Why Can’t I Delete Any Clip In Camera?

The Digital Bolex D16 is as close to a digital 16mm film camera as possible. But replicating the feeling of a mag reel isn’t the reason the D16 can’t delete random clips in camera. If you’ve ever used a professional digital cinema camera on set before, you may have noticed that ALL cameras that use SSDs as a storage media do not allow for selective deletion of clips.

SSD as Storage Media

Many professional cinema cameras today use SSD drives to store footage. SSDs are safe from physical damage like a spinning-disc hard drive suffers, while able to hold more footage and record at higher bit rates than SD cards or CF cards. But SSDs are more than just a bigger, faster version of an SD or CF card. There are fundamental differences in the way that data is written to an SSD, and how the SSD is formatted, that make selective deletion of clips a no-no.

If a clip is deleted from the middle of an SSD drive, it causes potential fragmentation of the drive, which can create major write-errors in new clips whose recorded data is sent to those now-unoccupied pockets of space on the drive. For instance, what happens if the new clip is longer than the deleted clip?

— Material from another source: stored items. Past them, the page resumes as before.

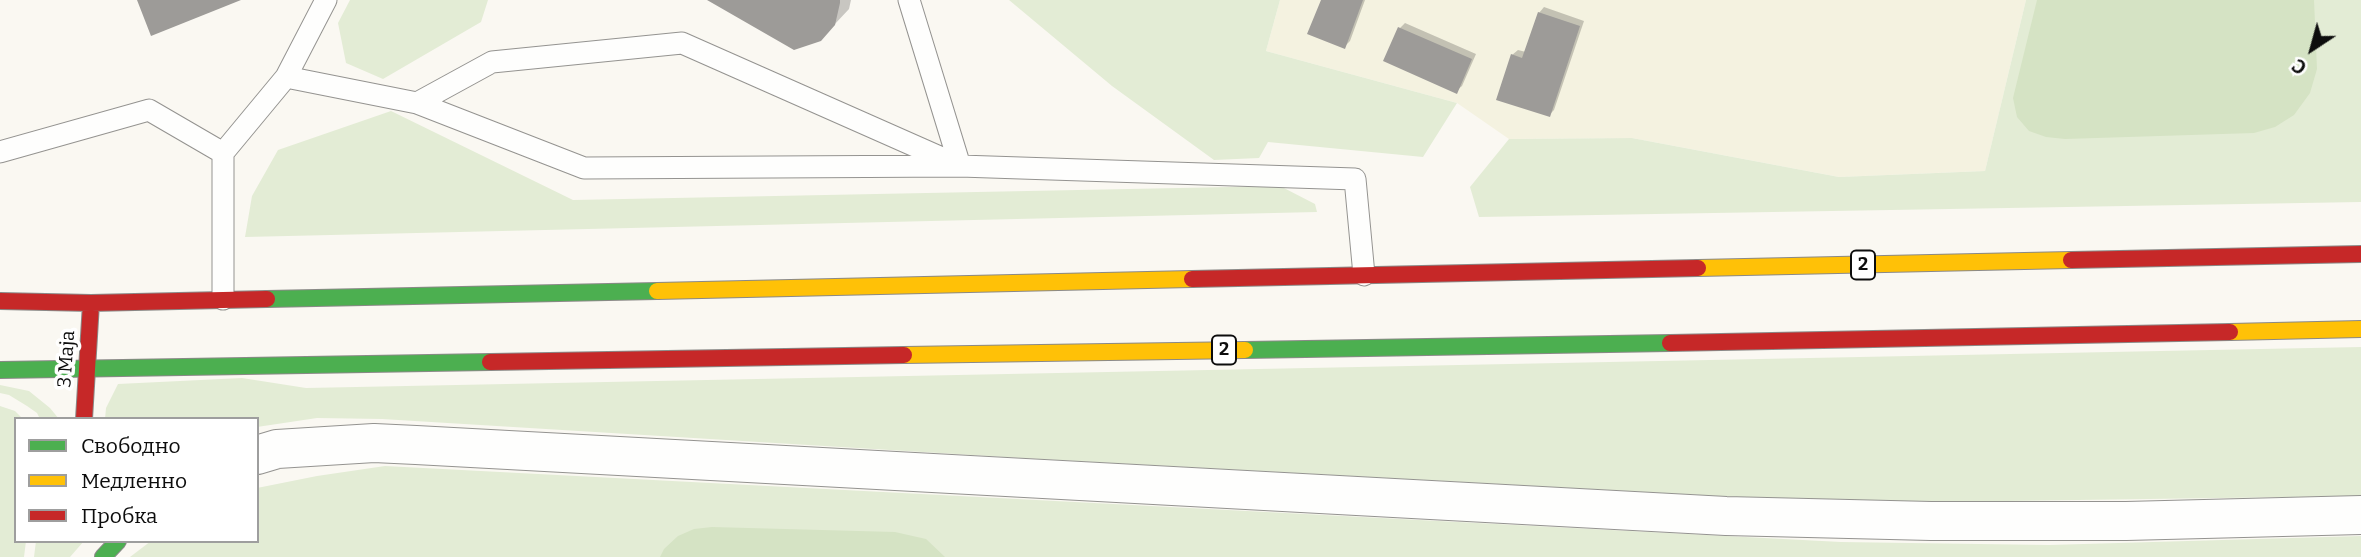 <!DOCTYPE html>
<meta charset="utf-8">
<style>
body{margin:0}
#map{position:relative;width:2361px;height:557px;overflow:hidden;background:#faf8f2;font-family:Bitter,serif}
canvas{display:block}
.legend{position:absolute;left:14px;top:417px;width:245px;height:126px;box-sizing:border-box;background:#fff;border:2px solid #9e9e9e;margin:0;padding:9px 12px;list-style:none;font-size:21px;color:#0d0d0d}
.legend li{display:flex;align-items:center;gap:14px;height:35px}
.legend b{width:35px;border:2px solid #9e9e9e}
.north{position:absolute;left:2277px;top:14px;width:70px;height:70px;-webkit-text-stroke:5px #fff;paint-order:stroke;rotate:216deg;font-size:19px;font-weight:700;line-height:28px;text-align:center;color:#0d0d0d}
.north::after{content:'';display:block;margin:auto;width:24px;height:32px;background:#0d0d0d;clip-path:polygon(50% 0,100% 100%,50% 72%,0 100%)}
</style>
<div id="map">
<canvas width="2361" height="557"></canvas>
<ul class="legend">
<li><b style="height:9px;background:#4caf50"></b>Свободно</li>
<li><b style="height:9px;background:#ffc107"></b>Медленно</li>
<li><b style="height:9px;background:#c62828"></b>Пробка</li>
</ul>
<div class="north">С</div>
</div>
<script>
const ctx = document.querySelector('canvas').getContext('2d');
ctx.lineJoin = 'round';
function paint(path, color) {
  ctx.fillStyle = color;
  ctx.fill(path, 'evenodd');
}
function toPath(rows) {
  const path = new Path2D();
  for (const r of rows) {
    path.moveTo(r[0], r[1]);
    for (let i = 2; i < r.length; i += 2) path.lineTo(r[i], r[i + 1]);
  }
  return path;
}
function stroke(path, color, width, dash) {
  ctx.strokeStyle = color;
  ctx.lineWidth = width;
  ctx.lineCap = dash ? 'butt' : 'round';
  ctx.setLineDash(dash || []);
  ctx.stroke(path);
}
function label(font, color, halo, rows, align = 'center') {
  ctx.font = font + ' Bitter,serif';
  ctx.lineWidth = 7;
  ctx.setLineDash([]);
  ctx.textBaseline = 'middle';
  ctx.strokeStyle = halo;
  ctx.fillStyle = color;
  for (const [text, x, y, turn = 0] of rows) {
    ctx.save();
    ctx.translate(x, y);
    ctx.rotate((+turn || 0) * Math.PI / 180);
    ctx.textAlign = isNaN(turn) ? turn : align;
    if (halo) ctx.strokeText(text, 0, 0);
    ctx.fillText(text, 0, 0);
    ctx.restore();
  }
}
paint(toPath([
 [1280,0,2026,0,1985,171,1839,177,1632,138,1509,139,1457,103,1266,51]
]), '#f4f2e0');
paint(toPath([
 [350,0,488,0,481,22,383,79,346,63,338,23],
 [1009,0,1280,0,1266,51,1457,103,1423,157,1268,142,1259,158,1214,160,1112,86],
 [2026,0,2361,0,2361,202,1479,217,1470,187,1509,139,1632,138,1839,177,1985,171],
 [391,111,573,200,1280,186,1315,204,1317,212,245,237,252,196,278,150],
 [2361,347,2361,496,1936,502,1737,497,1021,458,382,419,317,418,257,427,257,419,105,419,106,408,118,384,242,378,306,388],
 [0,385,29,391,50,408,59,419,40,419,37,413,27,406,9,395,0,393],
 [0,406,15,411,23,419,16,419,16,541,26,541,24,557,0,557],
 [385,466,1841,542,2049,545,2361,536,2361,557,130,557,151,541,257,541,257,488,317,476],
 [36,541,84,541,70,557,34,557]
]), '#e3ecd5');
paint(toPath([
 [2037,0,2314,0,2317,69,2310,93,2294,115,2275,127,2254,133,2065,139,2046,137,2029,131,2017,117,2013,98],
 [712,527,895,532,926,539,945,557,660,557,664,549,678,536,694,529]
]), '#d5e3c4');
paint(toPath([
 [710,0,851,0,849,9,820,40],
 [1323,0,1365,0,1350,41,1344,47],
 [1544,7,1584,21,1554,110,1549,115,1512,55,1518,50,1526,52,1539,13],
 [1405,23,1476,54,1462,86,1456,91,1400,28]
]), '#0003');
paint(toPath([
 [137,0,241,0,151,36],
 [707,0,840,0,840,3,835,25,821,41,794,50],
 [1321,0,1363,0,1345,49,1307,34],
 [1538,12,1580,26,1550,117,1496,100,1511,54,1522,58],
 [1398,27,1472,59,1457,94,1383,61]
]), '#9d9b98');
const lane = toPath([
 [286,77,417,103,584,168,960,166,1355,179,1364,275],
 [417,103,492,62,682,43,960,166,909,0],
 [0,152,149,110,223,153],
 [223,299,223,153,286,77,326,0]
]);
const street = toPath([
 [257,455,277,449,374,443,416,445,1726,516,1931,521,2126,521,2361,515]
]);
const fast = toPath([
 [267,299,657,291],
 [1245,350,1670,343],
 [0,370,490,362],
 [103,557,118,541]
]);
const slow = toPath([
 [1698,268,2071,260],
 [657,291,1192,279],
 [2230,332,2361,329],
 [904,355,1245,350]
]);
const jam = toPath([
 [2071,260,2361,254],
 [1192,279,1698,268],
 [0,301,91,303,267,299],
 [1670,343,2230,332],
 [490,362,904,355],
 [84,419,91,303]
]);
stroke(lane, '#949390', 23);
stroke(street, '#949390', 40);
stroke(fast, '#8a8987', 18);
stroke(slow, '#8a8987', 18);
stroke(jam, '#8a8987', 18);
stroke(lane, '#fefefd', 21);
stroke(street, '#fefefd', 38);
stroke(fast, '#4caf50', 16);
stroke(slow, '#ffc107', 16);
stroke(jam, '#c62828', 16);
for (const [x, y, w] of [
 [1863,265,24],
 [1224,350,24]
]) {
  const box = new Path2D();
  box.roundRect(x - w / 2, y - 14.5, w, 29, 5);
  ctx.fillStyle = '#fff';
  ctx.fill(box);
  stroke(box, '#0d0d0d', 2);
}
label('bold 18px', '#0d0d0d', null, [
 ["2",1863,265],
 ["2",1224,350]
]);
label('19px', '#0d0d0d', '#fff', [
 ["3 Maja",67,359,-86]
]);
</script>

The new clip becomes fragmented: part of the new clip is saved in the space left open by the previous clip, and the rest of the data gets sent to the back of the line. This greatly raises the likelyhood of many different types of errors in your footage, and reduces the lifetime writeability of the drive.

Last Clip Deletion

Some cameras, like the D16, have developed a compromise to allow deletion of only the very last clip recorded. This minimizes the risk of fragmentation by allowing the unoccupied portion of the drive to be formatted in its entirety. This micro-formatting, however, is not entirely optimal for the lifespan of the drive, but does allow users some flexibility.

What does this mean for your shoot?

Plan ahead. Know how many minutes of footage you have remaining on your camera, and how many minutes you have left in your day—or at least until your next break. For a feature film, especially when using a 512GB or 256GB camera rather than a 1TB camera, we recommend shooting the first portion of the day, dumping and backing up your footage during the lunch break, and wiping the camera before beginning again after lunch.